What is required: Set down each record exactly as written.

--- Provided data Enclosed Below ---

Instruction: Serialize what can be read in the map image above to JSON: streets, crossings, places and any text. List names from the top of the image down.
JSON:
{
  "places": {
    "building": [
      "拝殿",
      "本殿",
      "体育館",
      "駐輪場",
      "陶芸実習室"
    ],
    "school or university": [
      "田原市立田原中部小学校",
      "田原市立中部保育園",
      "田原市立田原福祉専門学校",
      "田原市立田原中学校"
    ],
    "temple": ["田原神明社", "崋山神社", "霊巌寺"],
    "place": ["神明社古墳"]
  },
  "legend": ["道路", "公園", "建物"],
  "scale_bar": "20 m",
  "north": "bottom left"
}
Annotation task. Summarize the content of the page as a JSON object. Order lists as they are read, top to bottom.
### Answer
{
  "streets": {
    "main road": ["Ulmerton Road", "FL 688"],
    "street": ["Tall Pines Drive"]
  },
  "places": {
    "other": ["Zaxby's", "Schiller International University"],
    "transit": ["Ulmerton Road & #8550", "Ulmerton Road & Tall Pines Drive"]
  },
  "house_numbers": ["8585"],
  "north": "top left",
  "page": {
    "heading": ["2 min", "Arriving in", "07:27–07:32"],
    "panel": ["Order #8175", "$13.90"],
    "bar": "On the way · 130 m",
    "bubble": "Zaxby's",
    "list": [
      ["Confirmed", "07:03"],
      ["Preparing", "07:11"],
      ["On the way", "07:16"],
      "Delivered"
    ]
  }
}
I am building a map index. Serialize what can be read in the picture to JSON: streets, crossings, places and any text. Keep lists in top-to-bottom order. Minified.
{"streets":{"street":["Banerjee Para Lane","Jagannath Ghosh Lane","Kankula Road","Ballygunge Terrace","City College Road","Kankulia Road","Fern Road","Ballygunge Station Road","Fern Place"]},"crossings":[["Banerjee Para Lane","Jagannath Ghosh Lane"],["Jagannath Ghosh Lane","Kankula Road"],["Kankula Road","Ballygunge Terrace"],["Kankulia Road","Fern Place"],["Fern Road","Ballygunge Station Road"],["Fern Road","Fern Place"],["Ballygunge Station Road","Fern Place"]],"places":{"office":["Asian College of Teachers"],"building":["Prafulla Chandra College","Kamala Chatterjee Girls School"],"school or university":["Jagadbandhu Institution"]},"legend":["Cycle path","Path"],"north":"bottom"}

--- End of Enclosed Provided data ---

Answer section:
Instruction: Serialize what can be read in the map image above to JSON: streets, crossings, places and any text. List names from the top of the image down.
JSON:
{
  "places": {
    "building": [
      "拝殿",
      "本殿",
      "体育館",
      "駐輪場",
      "陶芸実習室"
    ],
    "school or university": [
      "田原市立田原中部小学校",
      "田原市立中部保育園",
      "田原市立田原福祉専門学校",
      "田原市立田原中学校"
    ],
    "temple": ["田原神明社", "崋山神社", "霊巌寺"],
    "place": ["神明社古墳"]
  },
  "legend": ["道路", "公園", "建物"],
  "scale_bar": "20 m",
  "north": "bottom left"
}
Annotation task. Summarize the content of the page as a JSON object. Order lists as they are read, top to bottom.
### Answer
{
  "streets": {
    "main road": ["Ulmerton Road", "FL 688"],
    "street": ["Tall Pines Drive"]
  },
  "places": {
    "other": ["Zaxby's", "Schiller International University"],
    "transit": ["Ulmerton Road & #8550", "Ulmerton Road & Tall Pines Drive"]
  },
  "house_numbers": ["8585"],
  "north": "top left",
  "page": {
    "heading": ["2 min", "Arriving in", "07:27–07:32"],
    "panel": ["Order #8175", "$13.90"],
    "bar": "On the way · 130 m",
    "bubble": "Zaxby's",
    "list": [
      ["Confirmed", "07:03"],
      ["Preparing", "07:11"],
      ["On the way", "07:16"],
      "Delivered"
    ]
  }
}
I am building a map index. Serialize what can be read in the picture to JSON: streets, crossings, places and any text. Keep lists in top-to-bottom order. Minified.
{"streets":{"street":["Banerjee Para Lane","Jagannath Ghosh Lane","Kankula Road","Ballygunge Terrace","City College Road","Kankulia Road","Fern Road","Ballygunge Station Road","Fern Place"]},"crossings":[["Banerjee Para Lane","Jagannath Ghosh Lane"],["Jagannath Ghosh Lane","Kankula Road"],["Kankula Road","Ballygunge Terrace"],["Kankulia Road","Fern Place"],["Fern Road","Ballygunge Station Road"],["Fern Road","Fern Place"],["Ballygunge Station Road","Fern Place"]],"places":{"office":["Asian College of Teachers"],"building":["Prafulla Chandra College","Kamala Chatterjee Girls School"],"school or university":["Jagadbandhu Institution"]},"legend":["Cycle path","Path"],"north":"bottom"}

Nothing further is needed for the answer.